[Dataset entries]
-- Opening Marker --

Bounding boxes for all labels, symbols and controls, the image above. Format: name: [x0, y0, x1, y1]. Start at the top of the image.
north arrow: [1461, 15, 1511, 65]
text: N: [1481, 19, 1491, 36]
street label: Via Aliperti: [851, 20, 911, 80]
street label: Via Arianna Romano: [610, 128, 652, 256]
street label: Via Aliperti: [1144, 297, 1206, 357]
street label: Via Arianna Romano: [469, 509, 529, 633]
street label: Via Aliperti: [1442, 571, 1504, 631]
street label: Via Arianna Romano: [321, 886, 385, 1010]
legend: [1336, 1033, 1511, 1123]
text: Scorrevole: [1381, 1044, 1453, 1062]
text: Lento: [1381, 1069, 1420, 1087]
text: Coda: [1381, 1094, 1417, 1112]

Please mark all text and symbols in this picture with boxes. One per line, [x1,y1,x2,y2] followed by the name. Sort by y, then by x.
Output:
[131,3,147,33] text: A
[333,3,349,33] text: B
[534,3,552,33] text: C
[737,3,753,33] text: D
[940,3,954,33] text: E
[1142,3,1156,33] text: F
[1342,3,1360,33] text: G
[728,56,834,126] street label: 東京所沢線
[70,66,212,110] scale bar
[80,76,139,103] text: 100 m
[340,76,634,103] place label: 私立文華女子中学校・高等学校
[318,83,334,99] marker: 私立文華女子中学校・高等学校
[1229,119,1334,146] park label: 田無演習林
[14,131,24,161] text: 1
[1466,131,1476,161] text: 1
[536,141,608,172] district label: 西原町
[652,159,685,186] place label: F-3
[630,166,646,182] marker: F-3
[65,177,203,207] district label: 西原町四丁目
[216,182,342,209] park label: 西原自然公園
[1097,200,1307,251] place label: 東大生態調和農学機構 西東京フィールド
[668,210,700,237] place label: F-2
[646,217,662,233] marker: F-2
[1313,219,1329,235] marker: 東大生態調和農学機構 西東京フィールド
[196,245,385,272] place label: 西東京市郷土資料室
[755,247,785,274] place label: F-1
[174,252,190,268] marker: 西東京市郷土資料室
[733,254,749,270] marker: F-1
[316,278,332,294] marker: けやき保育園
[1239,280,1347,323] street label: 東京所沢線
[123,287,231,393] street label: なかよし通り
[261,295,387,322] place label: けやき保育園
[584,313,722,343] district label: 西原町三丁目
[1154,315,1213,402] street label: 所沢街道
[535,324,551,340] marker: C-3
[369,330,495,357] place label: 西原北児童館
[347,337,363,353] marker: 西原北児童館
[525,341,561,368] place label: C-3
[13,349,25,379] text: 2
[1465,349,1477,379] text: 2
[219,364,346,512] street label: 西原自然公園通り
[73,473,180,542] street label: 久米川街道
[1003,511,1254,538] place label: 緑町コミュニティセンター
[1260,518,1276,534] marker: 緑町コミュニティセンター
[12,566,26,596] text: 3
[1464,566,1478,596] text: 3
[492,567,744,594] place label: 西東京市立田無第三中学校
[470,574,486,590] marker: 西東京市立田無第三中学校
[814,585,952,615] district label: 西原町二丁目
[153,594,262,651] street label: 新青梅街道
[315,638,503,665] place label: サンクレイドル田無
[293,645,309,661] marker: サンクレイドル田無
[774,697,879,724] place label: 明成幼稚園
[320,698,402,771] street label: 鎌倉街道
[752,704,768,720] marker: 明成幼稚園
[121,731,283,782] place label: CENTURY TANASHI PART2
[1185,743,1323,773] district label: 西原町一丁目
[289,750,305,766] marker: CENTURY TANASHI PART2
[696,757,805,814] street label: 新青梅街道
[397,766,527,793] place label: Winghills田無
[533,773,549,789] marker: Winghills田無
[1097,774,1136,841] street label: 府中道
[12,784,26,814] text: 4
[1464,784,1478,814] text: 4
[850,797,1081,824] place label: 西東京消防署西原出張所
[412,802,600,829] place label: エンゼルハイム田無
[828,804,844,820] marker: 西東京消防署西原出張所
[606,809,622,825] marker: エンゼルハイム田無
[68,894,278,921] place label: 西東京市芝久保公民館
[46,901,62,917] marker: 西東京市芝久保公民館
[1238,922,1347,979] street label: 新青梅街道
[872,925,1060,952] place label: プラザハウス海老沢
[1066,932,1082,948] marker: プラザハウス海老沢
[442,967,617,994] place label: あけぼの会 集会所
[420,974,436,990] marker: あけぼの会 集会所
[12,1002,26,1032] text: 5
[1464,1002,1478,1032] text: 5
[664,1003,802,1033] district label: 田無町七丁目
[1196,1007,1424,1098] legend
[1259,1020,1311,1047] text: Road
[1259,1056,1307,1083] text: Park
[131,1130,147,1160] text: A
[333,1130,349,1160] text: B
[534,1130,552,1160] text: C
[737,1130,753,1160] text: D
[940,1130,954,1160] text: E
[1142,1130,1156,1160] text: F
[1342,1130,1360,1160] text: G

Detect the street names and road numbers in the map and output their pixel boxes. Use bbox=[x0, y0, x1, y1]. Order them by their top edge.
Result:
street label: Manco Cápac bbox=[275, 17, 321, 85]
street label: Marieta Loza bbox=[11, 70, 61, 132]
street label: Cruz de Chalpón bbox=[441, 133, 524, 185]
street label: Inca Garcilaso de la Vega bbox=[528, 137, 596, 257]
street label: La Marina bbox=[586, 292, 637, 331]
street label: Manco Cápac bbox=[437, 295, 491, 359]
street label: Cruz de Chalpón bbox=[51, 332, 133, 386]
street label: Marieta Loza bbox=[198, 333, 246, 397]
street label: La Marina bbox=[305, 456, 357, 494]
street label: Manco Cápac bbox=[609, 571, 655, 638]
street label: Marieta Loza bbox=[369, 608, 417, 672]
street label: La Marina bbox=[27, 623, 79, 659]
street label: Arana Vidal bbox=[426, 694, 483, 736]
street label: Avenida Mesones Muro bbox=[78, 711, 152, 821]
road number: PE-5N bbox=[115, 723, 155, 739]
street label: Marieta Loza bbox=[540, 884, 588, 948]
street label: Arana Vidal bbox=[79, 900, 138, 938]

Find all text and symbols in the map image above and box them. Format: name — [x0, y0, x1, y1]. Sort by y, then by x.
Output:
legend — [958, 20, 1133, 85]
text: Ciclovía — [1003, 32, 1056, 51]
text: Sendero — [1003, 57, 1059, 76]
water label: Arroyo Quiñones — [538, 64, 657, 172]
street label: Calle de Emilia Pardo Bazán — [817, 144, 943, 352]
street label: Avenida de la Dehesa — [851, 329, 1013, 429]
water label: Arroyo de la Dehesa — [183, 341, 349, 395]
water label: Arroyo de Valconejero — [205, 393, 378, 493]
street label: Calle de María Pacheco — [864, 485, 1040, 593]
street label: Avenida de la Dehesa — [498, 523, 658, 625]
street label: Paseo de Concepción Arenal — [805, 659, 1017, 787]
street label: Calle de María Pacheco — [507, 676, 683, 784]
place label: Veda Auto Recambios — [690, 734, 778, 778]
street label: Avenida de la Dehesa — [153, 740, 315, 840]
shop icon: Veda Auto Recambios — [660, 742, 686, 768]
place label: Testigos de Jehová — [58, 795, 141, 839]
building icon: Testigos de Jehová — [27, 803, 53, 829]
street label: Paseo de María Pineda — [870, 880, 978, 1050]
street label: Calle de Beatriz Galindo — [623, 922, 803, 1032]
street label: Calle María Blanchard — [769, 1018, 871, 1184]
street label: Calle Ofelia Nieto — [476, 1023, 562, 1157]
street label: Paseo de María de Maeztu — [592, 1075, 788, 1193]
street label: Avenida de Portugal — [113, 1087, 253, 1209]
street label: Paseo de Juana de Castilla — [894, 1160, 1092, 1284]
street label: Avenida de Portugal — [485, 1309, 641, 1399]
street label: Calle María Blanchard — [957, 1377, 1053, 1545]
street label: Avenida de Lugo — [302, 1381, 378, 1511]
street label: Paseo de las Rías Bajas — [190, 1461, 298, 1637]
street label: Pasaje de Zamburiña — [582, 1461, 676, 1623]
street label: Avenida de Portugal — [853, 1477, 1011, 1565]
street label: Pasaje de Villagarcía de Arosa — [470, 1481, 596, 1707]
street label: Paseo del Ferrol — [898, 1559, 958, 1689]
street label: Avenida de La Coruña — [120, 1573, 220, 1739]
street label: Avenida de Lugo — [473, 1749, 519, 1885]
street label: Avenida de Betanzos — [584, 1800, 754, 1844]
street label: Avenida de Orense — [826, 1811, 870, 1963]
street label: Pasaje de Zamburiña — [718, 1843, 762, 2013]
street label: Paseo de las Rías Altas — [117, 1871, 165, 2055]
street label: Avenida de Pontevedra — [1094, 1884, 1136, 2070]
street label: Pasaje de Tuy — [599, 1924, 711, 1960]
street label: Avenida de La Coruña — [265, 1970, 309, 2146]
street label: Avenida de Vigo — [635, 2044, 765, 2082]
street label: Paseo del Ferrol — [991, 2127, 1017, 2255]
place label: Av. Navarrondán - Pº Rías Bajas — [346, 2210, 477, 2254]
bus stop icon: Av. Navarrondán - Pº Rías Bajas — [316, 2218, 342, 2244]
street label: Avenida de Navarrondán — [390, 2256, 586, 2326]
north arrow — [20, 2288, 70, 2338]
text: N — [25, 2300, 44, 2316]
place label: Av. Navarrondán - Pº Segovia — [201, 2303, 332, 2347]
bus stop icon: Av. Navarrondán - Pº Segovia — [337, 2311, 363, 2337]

-- Closing Marker --

* **Required work**: Track down all lines above with the string "Aliperti" and copy them.

* **Reply**:
street label: Via Aliperti: [851, 20, 911, 80]
street label: Via Aliperti: [1144, 297, 1206, 357]
street label: Via Aliperti: [1442, 571, 1504, 631]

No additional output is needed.